> _Prompt_
Tally up the lines below that include the word "linecap". Answer with the number alone.
**** Given data ****
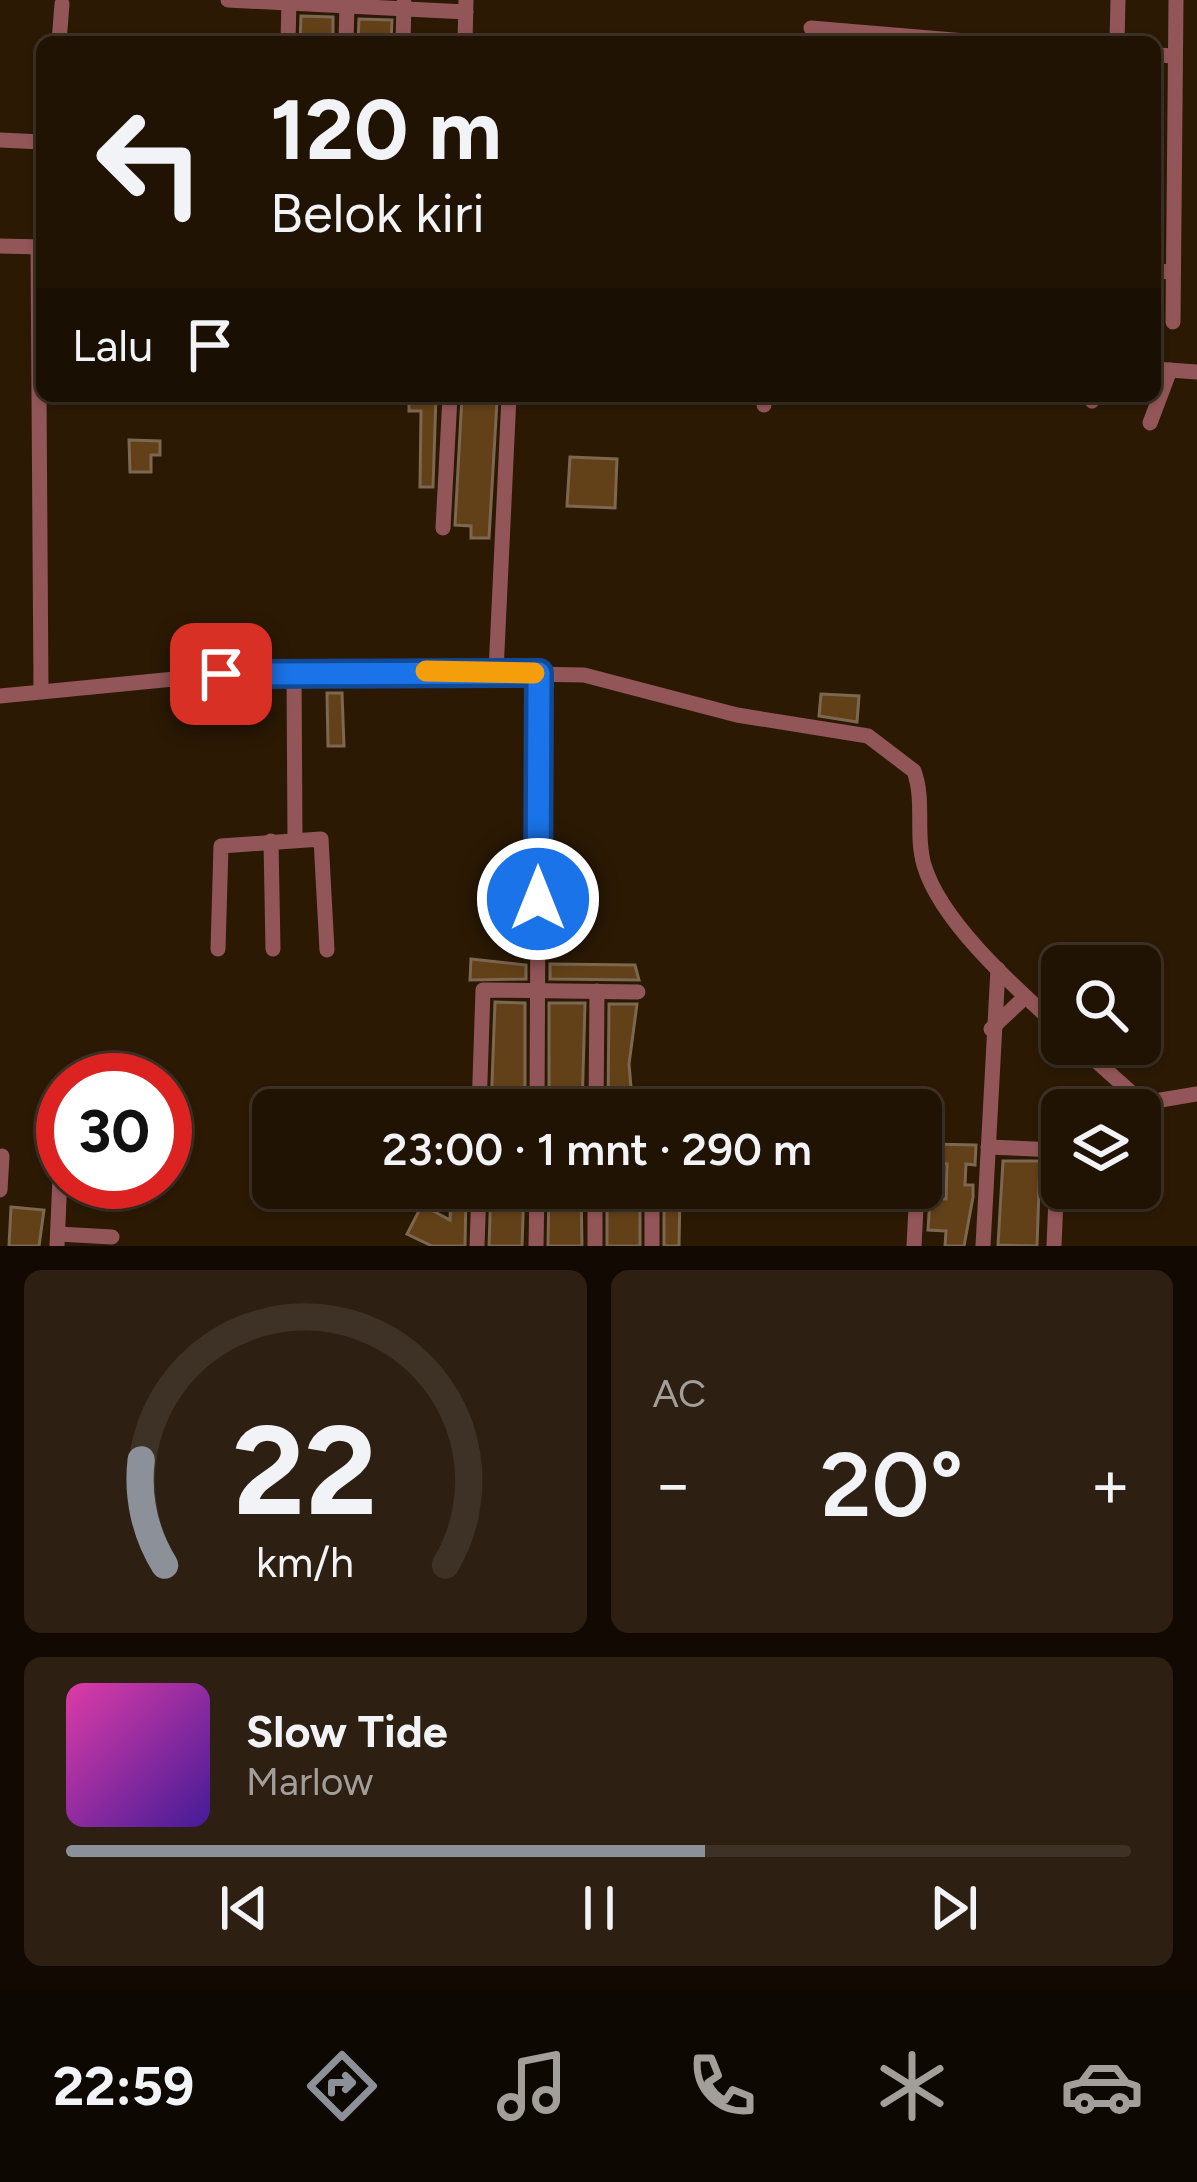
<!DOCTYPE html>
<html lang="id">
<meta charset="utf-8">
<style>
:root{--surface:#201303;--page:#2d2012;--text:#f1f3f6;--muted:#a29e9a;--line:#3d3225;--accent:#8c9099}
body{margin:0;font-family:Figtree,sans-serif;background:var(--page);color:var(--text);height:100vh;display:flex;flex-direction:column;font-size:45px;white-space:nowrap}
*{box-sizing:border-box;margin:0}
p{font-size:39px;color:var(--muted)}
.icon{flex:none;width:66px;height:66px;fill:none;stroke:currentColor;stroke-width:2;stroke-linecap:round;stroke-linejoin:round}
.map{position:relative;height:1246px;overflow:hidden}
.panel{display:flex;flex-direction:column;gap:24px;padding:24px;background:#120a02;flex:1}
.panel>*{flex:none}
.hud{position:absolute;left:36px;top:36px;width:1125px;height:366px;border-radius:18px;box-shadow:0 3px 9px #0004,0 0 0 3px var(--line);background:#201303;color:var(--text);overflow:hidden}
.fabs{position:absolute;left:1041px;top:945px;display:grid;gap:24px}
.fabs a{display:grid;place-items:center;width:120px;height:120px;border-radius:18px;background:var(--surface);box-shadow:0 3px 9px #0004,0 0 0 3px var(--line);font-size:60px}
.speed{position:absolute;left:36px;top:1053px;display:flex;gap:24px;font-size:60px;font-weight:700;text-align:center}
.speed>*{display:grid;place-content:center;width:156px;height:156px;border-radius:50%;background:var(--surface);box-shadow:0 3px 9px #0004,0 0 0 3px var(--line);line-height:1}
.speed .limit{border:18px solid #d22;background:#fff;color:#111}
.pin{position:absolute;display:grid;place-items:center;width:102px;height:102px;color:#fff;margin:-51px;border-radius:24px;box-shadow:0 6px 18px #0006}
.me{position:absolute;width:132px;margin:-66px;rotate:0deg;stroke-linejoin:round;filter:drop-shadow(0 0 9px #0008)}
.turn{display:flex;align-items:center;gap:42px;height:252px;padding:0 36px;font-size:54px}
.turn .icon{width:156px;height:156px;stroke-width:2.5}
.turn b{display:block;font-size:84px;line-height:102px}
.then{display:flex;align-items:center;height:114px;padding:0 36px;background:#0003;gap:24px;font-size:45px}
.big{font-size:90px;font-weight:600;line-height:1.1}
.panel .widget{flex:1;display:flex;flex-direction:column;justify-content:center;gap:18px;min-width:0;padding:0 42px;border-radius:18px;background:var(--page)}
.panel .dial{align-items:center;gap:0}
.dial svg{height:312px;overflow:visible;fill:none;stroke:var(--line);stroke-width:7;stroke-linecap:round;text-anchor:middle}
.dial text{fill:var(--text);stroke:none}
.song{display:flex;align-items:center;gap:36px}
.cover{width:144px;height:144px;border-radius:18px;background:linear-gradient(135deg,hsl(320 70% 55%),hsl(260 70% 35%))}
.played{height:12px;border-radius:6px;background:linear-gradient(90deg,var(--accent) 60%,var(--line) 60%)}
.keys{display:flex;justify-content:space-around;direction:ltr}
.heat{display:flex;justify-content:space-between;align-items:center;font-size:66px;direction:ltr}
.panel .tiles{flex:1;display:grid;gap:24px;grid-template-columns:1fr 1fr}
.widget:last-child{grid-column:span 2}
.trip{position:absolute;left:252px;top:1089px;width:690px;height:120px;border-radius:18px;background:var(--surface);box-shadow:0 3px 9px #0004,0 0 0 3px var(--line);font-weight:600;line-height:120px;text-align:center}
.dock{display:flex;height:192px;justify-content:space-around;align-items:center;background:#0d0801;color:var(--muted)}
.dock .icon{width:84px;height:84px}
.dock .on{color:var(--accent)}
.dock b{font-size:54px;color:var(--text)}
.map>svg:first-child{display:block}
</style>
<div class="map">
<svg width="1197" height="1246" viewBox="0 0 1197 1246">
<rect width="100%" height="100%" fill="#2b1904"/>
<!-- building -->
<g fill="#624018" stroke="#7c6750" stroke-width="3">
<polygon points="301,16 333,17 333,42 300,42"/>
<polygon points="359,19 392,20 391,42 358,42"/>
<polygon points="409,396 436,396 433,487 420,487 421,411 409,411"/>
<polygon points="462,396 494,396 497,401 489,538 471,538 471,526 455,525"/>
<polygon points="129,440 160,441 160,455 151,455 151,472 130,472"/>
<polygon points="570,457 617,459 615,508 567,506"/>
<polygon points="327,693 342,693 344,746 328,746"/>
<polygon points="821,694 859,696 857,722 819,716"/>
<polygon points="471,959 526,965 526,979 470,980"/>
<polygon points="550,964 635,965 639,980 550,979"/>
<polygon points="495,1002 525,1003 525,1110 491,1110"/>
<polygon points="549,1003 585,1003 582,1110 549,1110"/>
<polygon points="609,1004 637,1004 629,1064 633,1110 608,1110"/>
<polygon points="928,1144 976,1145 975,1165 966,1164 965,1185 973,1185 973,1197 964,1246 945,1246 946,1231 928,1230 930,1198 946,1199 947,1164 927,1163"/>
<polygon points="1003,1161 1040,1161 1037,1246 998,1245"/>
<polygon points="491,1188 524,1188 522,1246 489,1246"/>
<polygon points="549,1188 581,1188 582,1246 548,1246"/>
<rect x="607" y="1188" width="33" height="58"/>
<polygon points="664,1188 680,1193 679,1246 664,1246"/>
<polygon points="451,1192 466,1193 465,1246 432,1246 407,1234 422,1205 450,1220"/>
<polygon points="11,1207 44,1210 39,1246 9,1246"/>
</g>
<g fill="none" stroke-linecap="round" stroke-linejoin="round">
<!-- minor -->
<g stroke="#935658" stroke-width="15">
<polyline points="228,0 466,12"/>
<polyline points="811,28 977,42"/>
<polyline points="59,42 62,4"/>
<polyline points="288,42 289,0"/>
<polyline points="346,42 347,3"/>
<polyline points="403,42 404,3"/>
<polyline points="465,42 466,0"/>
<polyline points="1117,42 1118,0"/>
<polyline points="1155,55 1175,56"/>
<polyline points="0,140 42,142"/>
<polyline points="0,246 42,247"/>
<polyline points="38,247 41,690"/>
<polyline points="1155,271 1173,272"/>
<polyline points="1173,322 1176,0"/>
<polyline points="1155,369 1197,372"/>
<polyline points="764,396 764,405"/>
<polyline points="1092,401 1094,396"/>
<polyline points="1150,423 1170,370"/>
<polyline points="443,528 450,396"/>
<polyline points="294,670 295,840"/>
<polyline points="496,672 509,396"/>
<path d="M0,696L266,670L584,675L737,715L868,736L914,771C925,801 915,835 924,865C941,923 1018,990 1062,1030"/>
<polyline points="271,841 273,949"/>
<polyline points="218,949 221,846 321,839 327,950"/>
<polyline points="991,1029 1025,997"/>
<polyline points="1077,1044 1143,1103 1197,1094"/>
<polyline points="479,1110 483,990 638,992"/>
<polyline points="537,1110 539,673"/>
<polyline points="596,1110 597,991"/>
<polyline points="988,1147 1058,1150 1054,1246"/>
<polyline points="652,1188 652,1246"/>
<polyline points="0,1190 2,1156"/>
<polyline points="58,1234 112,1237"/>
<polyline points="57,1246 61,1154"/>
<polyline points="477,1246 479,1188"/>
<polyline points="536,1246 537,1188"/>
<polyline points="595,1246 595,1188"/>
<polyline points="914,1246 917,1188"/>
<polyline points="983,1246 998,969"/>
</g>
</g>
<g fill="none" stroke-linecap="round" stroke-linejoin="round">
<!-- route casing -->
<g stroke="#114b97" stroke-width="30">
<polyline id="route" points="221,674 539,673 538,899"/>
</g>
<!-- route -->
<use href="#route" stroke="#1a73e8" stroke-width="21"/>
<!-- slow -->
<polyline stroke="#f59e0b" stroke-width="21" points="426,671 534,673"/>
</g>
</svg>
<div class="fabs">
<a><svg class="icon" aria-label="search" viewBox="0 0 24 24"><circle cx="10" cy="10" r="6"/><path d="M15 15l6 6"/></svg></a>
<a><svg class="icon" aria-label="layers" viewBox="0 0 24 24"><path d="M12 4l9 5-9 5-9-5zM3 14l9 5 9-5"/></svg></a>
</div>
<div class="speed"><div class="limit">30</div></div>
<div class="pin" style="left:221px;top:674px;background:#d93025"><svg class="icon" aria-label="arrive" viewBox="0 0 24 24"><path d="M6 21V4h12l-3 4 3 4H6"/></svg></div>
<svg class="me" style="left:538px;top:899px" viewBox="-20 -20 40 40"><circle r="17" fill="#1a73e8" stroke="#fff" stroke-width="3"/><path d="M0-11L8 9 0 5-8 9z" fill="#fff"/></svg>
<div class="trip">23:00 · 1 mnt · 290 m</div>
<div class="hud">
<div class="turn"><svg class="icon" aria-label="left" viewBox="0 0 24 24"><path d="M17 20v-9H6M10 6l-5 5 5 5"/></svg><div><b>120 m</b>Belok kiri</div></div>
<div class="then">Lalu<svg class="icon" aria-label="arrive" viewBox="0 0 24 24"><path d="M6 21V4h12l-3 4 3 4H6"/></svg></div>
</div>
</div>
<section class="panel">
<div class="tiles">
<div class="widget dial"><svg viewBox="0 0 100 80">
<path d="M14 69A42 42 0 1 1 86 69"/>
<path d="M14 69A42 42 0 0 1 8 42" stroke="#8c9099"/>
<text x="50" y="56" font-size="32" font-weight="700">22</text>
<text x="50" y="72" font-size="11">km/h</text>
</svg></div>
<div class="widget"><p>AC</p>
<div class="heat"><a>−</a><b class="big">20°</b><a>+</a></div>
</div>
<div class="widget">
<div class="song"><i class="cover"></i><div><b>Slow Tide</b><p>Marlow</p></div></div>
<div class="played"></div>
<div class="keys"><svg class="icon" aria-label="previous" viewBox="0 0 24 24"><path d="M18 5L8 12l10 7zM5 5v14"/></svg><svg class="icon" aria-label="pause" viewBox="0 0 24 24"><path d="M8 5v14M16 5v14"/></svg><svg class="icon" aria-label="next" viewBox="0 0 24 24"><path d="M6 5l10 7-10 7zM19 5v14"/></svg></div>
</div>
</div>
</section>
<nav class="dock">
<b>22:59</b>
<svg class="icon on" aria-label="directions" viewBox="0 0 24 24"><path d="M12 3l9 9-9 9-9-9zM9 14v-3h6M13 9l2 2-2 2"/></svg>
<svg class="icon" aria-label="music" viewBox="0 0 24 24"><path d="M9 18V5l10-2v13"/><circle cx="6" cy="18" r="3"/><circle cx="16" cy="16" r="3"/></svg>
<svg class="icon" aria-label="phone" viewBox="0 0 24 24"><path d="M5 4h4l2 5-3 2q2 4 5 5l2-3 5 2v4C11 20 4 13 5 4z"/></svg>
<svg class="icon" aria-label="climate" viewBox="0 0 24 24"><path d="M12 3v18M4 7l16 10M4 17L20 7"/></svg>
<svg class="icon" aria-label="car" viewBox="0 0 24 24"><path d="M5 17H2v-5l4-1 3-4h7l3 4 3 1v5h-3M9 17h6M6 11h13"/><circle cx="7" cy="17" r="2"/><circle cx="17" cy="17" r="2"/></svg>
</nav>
****
> _Solution to this problem_
4